Unter solchen Arbeiten verflossen unserm Pater 17 Jahre, welche er theils in der Seelsorge, namentlich als Pfarrer zu Bernau, theils als Novizenmeister in S. Blasien verbrachte. Seine Arbeit gelangte im Jahre 1797 unter die Presse der stiftischen Druckerei, worauf ihn der neue Fürstabt Mauriz zum Bibliothekare, wie später dessen Nachfolger Berchtold zum Archivare des Gotteshauses und folgends, seiner vielfachen Verdienste wegen, zum Prior von Oberried ernannte, wo er bis zum Unglücksjahre 1807 verblieb.

Nach seiner Ankunft in S. Paul wurde Eichhorn sogleich zum Präfecte des Gymnasiums zu Klagenfurt ausersehen und begann, in diesem Amte auf’s Thätigste und Gewissenhafteste zu wirken. Pater Ambros „war streng, aber die Studenten liebten ihn, denn als weiser Psycholog wußte er die rechte aequitas zu treffen, und die pädagogische Grundregel: Nulli aetati facere injuriam ward bei ihm zur Handlungsmaxime. Um den Studierenden ein ihnen angemessenes und zugleich im Style nützliches Erbauungsbuch in die Hände zu geben, schrieb er ein kleines lateinisches Gebetbuch, welches sich durch religiöse Nüchternheit, wie durch einige besonders schönen Hymnen empfahl.“

Alle von seinen Amtsgeschäften zu erübrigende Zeit verwendete Eichhorn auf die Sammlung von Urkunden und Nachrichten zur Geschichte von Kärnthen. Manches Ergebnis; seiner Forschungen machte er in Hormayers Archive oder in der Zeitschrift Carinthia bekannt, was die erfreuliche Folge hatte, daß man ihn als Archivar wieder nach S. Paul zurück berief, um seine historischen Studien auf diese Weise am Entsprechendsten zu fördern.

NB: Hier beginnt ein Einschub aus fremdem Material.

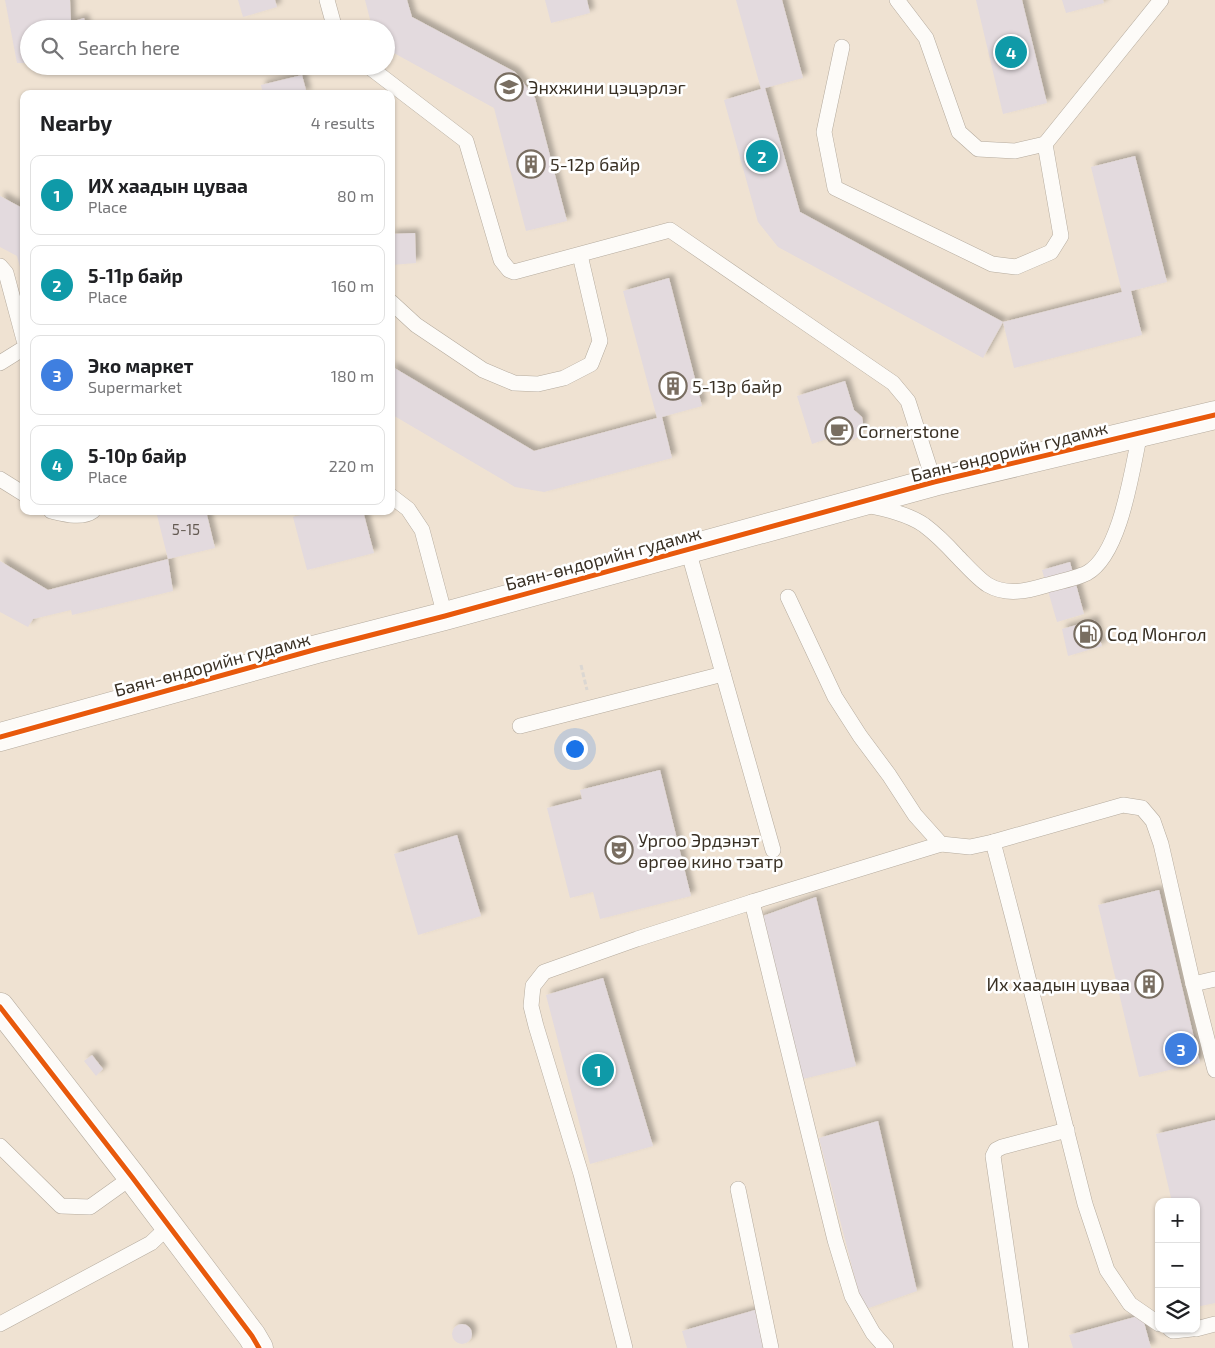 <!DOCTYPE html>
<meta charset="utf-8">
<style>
:root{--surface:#fff;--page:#f6f6f6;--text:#202124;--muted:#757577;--line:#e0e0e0;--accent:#0b8043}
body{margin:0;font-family:"Exo 2",sans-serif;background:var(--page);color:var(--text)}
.controls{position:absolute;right:15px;bottom:15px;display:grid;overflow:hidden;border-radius:10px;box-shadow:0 1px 4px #0004}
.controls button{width:45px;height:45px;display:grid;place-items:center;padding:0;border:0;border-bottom:1px solid var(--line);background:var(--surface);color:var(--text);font:25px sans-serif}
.you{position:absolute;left:574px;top:748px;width:18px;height:18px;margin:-12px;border:4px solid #fff;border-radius:50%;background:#1a73e8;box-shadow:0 0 0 8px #1a73e833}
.badge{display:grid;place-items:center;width:32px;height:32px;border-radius:50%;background:var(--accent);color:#fff;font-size:16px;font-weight:700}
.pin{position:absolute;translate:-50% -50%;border:2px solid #fff;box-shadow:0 1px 5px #0006}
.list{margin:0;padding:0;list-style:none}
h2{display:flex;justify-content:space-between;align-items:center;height:65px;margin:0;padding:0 20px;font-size:21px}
h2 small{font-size:16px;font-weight:400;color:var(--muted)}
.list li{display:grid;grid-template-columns:32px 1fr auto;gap:15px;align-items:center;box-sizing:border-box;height:80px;margin:0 10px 10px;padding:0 10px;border:1px solid var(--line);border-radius:10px}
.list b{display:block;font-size:19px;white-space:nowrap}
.list p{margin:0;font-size:16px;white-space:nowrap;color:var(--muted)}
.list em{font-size:16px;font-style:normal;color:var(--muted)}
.icon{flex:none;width:28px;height:28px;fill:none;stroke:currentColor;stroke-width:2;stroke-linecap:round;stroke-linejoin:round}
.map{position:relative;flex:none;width:1215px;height:1348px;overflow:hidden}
.search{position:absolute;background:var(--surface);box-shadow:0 1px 4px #0004;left:20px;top:20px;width:375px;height:55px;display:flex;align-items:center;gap:12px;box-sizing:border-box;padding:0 18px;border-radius:28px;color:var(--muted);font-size:19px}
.panel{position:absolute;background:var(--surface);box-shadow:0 1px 4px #0004;left:20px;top:90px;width:375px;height:425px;border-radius:10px}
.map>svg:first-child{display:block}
</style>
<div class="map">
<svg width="1215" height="1348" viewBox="0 0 1215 1348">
<defs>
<filter id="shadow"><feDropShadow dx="4.5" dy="-4.5" stdDeviation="2.5" flood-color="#0004"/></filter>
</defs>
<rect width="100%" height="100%" fill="#efe2d2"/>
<g fill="#e3dade" filter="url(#shadow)">
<polygon points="5,0 70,0 71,22 84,18 87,29 29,29 29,63 17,63"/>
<polygon points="238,0 275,0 277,7 243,17"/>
<polygon points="365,0 407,0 412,17 515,72 535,98 567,221 526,231 494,108 392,52 386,45 386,29 375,29 371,23"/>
<polygon points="545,0 587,0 590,13 551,23"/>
<polygon points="736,0 782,0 803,78 765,88 800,212 1003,322 983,358 778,247 758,222 724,100 761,89"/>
<polygon points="976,0 1022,0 1047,103 1003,114"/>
<polygon points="1062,0 1103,0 1104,3 1066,13"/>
<polygon points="302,75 307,94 263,94 261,85"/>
<polygon points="1135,156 1167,282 1131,291 1142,335 1014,368 1003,322 1122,292 1091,167"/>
<polygon points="0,196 24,209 24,282 17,256 0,247"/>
<polygon points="415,233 416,263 391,265 391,234"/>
<polygon points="669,278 702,406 662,417 672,458 544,492 515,487 391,414 391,366 534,451 657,418 623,291"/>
<polygon points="845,381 854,410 862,417 863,422 861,432 858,437 853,440 847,441 841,440 835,436 812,444 797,396"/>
<polygon points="156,511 206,511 215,548 168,559"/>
<polygon points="314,511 363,511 374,553 307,570 293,517"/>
<polygon points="168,559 173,591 72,615 71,610 33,619 28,627 0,612 0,561 48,590"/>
<polygon points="1070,562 1084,614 1057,622 1042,570"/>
<polygon points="1094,620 1102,646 1068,656 1062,629"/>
<polygon points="660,770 691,896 600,919 593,892 570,898 547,808 582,799 580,790"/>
<polygon points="457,835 481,916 418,935 394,854"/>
<polygon points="1159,890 1200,1063 1139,1077 1098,905"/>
<polygon points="816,897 856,1066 799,1080 757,918"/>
<polygon points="603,978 653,1146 590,1164 546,995"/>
<polygon points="92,1055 103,1069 96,1076 84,1061"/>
<polygon points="1215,1120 1215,1303 1196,1307 1196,1202 1172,1202 1156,1134"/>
<polygon points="878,1121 917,1291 863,1310 819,1138"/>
<polygon points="755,1310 766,1348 687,1348 682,1331"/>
<polygon points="1142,1315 1151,1348 1073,1348 1069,1335"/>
<circle cx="462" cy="1334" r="10"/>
</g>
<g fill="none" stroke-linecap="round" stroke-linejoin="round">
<g stroke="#b5ab9e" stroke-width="16">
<g id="service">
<polyline points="327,0 335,29"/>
<polyline points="897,0 926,38 959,132 978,149 1015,151 1045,144"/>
<polyline points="842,47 824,132 835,188 992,264 1016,267 1051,252 1061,236 1045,144 1161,0"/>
<polyline points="368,66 466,141 501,260 509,270 514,272 670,230 893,383 908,401 934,482"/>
<polyline points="0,266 6,273 24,340"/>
<polyline points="391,302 416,325 483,370 514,383 538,384 564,378 591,364 600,341 580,255"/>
<polyline points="0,363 24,348"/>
<polyline points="0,479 24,494"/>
<polyline points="391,496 408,509 422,530 445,616"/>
<path d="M 866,505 C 885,509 908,514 924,525 C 936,534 947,545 957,556 C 965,564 978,579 988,585 C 1007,596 1027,591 1047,585 C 1058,582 1077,578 1087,573 C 1121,554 1132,469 1140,433"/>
<path d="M 51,511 C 64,514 82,519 93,511"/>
<polyline points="688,550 773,850"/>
<polyline points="788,597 835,697 860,736 889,775 915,815 941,844 970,847 993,842"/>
<polyline points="520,726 723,674"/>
<polyline points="1193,984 1215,979"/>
<polyline points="0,1146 61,1206 90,1207 132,1177"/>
<polyline points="738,1189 771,1348"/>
<polyline points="0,1324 151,1243 169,1226"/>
<polyline points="1159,1324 1130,1304 1107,1270 1085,1204 1015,926 993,842 1123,805 1142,808 1153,821 1161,844 1193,984 1215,1070"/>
<polyline points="1170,1329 1173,1331 1192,1329"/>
<polyline points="1196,1329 1215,1324"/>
<polyline points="625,1348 581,1174 536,1026 531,1006 533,986 544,972 637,939 752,902"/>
<polyline points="886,1348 873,1333 852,1296 835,1240 752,902 941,844"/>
<polyline points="1021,1348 993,1156 996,1150 1002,1147 1067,1130"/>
</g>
</g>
<g stroke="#b5ab9e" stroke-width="29">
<g id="minor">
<polyline points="0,737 317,649 445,616 934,482 1215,415"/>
<polyline points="0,1007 132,1177 252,1336 259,1348"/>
</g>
</g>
<polyline stroke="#dbd7d2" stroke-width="3" stroke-dasharray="5 2.5" stroke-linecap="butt" points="581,665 587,690"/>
<use href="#service" stroke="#fdfbf8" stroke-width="15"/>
<use href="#minor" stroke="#fdfbf8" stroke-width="28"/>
<g stroke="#fff" stroke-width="8">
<g id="cycleway">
<polyline points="0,737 317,649 445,616 934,482 1215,415"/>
<polyline points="0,1007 132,1177 252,1336 259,1348"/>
</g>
</g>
<use href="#cycleway" stroke="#e8590c" stroke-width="5"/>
</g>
<defs>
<g id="school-ring" transform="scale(1.4375)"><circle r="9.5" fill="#fff" stroke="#796e61" stroke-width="1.5"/><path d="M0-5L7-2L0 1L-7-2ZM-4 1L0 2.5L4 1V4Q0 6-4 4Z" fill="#796e61"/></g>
<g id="building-ring" transform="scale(1.4375)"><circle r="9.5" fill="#fff" stroke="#796e61" stroke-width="1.5"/><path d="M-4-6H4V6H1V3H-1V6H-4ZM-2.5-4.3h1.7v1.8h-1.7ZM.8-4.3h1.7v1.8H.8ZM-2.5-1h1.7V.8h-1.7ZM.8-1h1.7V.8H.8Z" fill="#796e61"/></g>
<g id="cafe-ring" transform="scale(1.4375)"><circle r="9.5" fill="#fff" stroke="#796e61" stroke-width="1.5"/><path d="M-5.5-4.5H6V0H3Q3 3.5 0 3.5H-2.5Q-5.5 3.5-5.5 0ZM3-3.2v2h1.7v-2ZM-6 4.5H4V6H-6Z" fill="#796e61"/></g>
<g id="fuel-ring" transform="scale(1.4375)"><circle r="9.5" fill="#fff" stroke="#796e61" stroke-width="1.5"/><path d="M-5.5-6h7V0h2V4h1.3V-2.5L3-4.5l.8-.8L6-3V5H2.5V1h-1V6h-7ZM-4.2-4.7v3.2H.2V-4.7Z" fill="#796e61"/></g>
<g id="theatre-ring" transform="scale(1.4375)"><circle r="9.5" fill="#fff" stroke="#796e61" stroke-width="1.5"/><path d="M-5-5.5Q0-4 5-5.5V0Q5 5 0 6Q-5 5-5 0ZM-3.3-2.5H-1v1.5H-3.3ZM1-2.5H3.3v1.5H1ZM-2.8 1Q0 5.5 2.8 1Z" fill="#796e61"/></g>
</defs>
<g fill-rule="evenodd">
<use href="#school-ring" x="509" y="87"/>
<use href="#building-ring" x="531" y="164"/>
<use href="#building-ring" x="673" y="386"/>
<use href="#cafe-ring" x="839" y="431"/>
<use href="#fuel-ring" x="1088" y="634"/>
<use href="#theatre-ring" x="619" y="850"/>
<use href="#building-ring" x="1149" y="984"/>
</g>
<g text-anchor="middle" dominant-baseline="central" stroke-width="5" stroke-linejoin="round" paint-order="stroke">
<g font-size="15" fill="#645a52">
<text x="186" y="529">5-15</text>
</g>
<g font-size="18" fill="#393024" stroke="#fff" text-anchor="start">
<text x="528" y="87">Энхжини цэцэрлэг</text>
<text x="550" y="164">5-12р байр</text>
<text x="692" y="386">5-13р байр</text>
<text x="858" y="431">Cornerstone</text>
<text x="1107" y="634">Сод Монгол</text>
<text x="638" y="840">Ургоо Эрдэнэт<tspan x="638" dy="21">өргөө кино тэатр</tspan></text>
<text x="1130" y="984" text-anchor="end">Их хаадын цуваа</text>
</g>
<g font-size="18" fill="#393024" stroke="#fff">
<text transform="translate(1009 451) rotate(-14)">Баян-өндорийн гудамж</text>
<text transform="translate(603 558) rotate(-15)">Баян-өндорийн гудамж</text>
<text transform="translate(212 664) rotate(-15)">Баян-өндорийн гудамж</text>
</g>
</g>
</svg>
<div class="controls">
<button>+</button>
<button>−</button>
<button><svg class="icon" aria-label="layers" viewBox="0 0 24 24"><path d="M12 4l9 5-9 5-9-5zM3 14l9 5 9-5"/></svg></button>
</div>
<div class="you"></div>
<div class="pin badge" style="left:598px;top:1070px;background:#0f9aa8">1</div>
<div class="pin badge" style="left:762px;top:156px;background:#0f9aa8">2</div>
<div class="pin badge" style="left:1181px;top:1049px;background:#3f7fe0">3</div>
<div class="pin badge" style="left:1011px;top:52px;background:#0f9aa8">4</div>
<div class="search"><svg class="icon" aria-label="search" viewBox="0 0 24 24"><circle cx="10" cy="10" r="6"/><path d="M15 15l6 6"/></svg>Search here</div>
<section class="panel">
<h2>Nearby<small>4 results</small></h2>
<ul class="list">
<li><span class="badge" style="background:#0f9aa8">1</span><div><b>ИХ хаадын цуваа</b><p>Place</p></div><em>80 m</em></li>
<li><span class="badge" style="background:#0f9aa8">2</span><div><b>5-11р байр</b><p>Place</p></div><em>160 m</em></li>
<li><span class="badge" style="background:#3f7fe0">3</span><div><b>Эко маркет</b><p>Supermarket</p></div><em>180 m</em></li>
<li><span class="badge" style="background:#0f9aa8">4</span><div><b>5-10р байр</b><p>Place</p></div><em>220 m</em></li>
</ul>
</section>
</div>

Bereits hatte der Unermüdliche eine reiche Sammlung von Urkunden-Abschriften beisammen, welche derselbe als Grundlage zu einer Geschichte von Kärnthen zu veröffentlichen beabsichtigte, als ihm 1818 das Amt eines Präfecten am Gymnasium zu S. Paul aufgetragen ward. Freudig unterzog er sich diesem Berufe, aber schon 1820 ergriff ihn eine Lungenentzündung, welche seinen Tod herbeiführte. Pater Eichhorn verschied den 21sten März genannten Jahres, am Tage seines Ordensstifters Benedictus, von allen Guten und Redlichen aufrichtig betrauert.

Schriften.

Gedanken über die Freiheit, für den deutschen Landmann (wider die Revolution in Frankreich). Ohne Angabe des Namens und Druckorts (aber gedruckt in S. Blasien), 1793.
Episcopatus Curiensis in Rhaetia sub Metropoli Moguntina, chronologice ac diplomatice illustratus. Cum codice probationum 161 documenta praecipua complectente. Typis San-Blasianis 1797.
Kurzgefaßte Geschichte der Propstei Oberried und des Thales S. Wilhelm, von 1805 (abgedruckt in der Badenia von 1844, S. 137).
Libellus precum ad usus studiosae juventutis christianae. Klagenfurti 1811.
Beiträge zur Geschichte und Topographie des Herzogtums Kärnthen. Klagenfurt, erste Sammlung 1817, zweite 1819.
Urkunden-Sammlung zur Geschichte von Kärnthen, Handschr.